# EXERCISE DIRECTIONS:
Your task is to extract every line from the material below exactly.

═════ DATASET EXTRACT

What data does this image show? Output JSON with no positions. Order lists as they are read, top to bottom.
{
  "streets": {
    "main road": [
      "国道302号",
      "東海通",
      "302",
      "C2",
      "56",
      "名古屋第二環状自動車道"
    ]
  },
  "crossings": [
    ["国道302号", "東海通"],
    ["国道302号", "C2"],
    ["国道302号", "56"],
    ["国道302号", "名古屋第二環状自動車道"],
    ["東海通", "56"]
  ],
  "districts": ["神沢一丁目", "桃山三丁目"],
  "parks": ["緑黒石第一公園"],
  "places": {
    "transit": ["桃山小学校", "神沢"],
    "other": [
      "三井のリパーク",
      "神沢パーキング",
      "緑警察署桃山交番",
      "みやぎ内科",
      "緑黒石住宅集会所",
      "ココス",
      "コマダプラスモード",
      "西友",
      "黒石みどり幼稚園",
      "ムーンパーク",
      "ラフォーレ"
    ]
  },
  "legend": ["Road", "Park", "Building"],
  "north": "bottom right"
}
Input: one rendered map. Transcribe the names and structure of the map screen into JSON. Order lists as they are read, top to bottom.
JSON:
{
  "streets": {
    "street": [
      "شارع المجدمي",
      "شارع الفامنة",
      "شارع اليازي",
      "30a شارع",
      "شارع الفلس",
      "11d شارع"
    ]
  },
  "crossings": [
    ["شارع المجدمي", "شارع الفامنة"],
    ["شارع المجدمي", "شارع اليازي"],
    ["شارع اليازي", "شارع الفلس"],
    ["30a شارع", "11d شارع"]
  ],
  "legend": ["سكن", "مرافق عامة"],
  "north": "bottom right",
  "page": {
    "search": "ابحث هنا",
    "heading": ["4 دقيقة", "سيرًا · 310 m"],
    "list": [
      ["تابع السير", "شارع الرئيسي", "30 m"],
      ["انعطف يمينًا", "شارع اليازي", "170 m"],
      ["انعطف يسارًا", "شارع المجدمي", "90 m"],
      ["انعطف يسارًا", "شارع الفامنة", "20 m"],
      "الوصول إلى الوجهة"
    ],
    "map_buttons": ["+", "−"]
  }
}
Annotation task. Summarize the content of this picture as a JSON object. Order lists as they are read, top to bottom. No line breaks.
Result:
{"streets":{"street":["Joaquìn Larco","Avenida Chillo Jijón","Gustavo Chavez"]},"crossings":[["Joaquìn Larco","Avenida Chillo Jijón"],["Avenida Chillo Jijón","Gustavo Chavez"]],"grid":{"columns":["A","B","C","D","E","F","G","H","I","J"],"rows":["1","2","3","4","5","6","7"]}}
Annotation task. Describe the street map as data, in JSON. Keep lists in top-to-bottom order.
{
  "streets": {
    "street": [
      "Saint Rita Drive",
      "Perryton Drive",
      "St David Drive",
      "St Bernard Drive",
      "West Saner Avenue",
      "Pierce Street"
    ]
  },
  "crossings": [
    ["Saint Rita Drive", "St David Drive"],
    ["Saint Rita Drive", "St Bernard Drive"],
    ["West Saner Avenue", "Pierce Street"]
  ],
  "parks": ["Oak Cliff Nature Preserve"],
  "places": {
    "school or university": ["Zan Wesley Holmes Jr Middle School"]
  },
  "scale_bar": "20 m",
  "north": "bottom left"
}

══════════

# REPLY:
What data does this image show? Output JSON with no positions. Order lists as they are read, top to bottom.
{
  "streets": {
    "main road": [
      "国道302号",
      "東海通",
      "302",
      "C2",
      "56",
      "名古屋第二環状自動車道"
    ]
  },
  "crossings": [
    ["国道302号", "東海通"],
    ["国道302号", "C2"],
    ["国道302号", "56"],
    ["国道302号", "名古屋第二環状自動車道"],
    ["東海通", "56"]
  ],
  "districts": ["神沢一丁目", "桃山三丁目"],
  "parks": ["緑黒石第一公園"],
  "places": {
    "transit": ["桃山小学校", "神沢"],
    "other": [
      "三井のリパーク",
      "神沢パーキング",
      "緑警察署桃山交番",
      "みやぎ内科",
      "緑黒石住宅集会所",
      "ココス",
      "コマダプラスモード",
      "西友",
      "黒石みどり幼稚園",
      "ムーンパーク",
      "ラフォーレ"
    ]
  },
  "legend": ["Road", "Park", "Building"],
  "north": "bottom right"
}
Input: one rendered map. Transcribe the names and structure of the map screen into JSON. Order lists as they are read, top to bottom.
JSON:
{
  "streets": {
    "street": [
      "شارع المجدمي",
      "شارع الفامنة",
      "شارع اليازي",
      "30a شارع",
      "شارع الفلس",
      "11d شارع"
    ]
  },
  "crossings": [
    ["شارع المجدمي", "شارع الفامنة"],
    ["شارع المجدمي", "شارع اليازي"],
    ["شارع اليازي", "شارع الفلس"],
    ["30a شارع", "11d شارع"]
  ],
  "legend": ["سكن", "مرافق عامة"],
  "north": "bottom right",
  "page": {
    "search": "ابحث هنا",
    "heading": ["4 دقيقة", "سيرًا · 310 m"],
    "list": [
      ["تابع السير", "شارع الرئيسي", "30 m"],
      ["انعطف يمينًا", "شارع اليازي", "170 m"],
      ["انعطف يسارًا", "شارع المجدمي", "90 m"],
      ["انعطف يسارًا", "شارع الفامنة", "20 m"],
      "الوصول إلى الوجهة"
    ],
    "map_buttons": ["+", "−"]
  }
}
Annotation task. Summarize the content of this picture as a JSON object. Order lists as they are read, top to bottom. No line breaks.
Result:
{"streets":{"street":["Joaquìn Larco","Avenida Chillo Jijón","Gustavo Chavez"]},"crossings":[["Joaquìn Larco","Avenida Chillo Jijón"],["Avenida Chillo Jijón","Gustavo Chavez"]],"grid":{"columns":["A","B","C","D","E","F","G","H","I","J"],"rows":["1","2","3","4","5","6","7"]}}
Annotation task. Describe the street map as data, in JSON. Keep lists in top-to-bottom order.
{
  "streets": {
    "street": [
      "Saint Rita Drive",
      "Perryton Drive",
      "St David Drive",
      "St Bernard Drive",
      "West Saner Avenue",
      "Pierce Street"
    ]
  },
  "crossings": [
    ["Saint Rita Drive", "St David Drive"],
    ["Saint Rita Drive", "St Bernard Drive"],
    ["West Saner Avenue", "Pierce Street"]
  ],
  "parks": ["Oak Cliff Nature Preserve"],
  "places": {
    "school or university": ["Zan Wesley Holmes Jr Middle School"]
  },
  "scale_bar": "20 m",
  "north": "bottom left"
}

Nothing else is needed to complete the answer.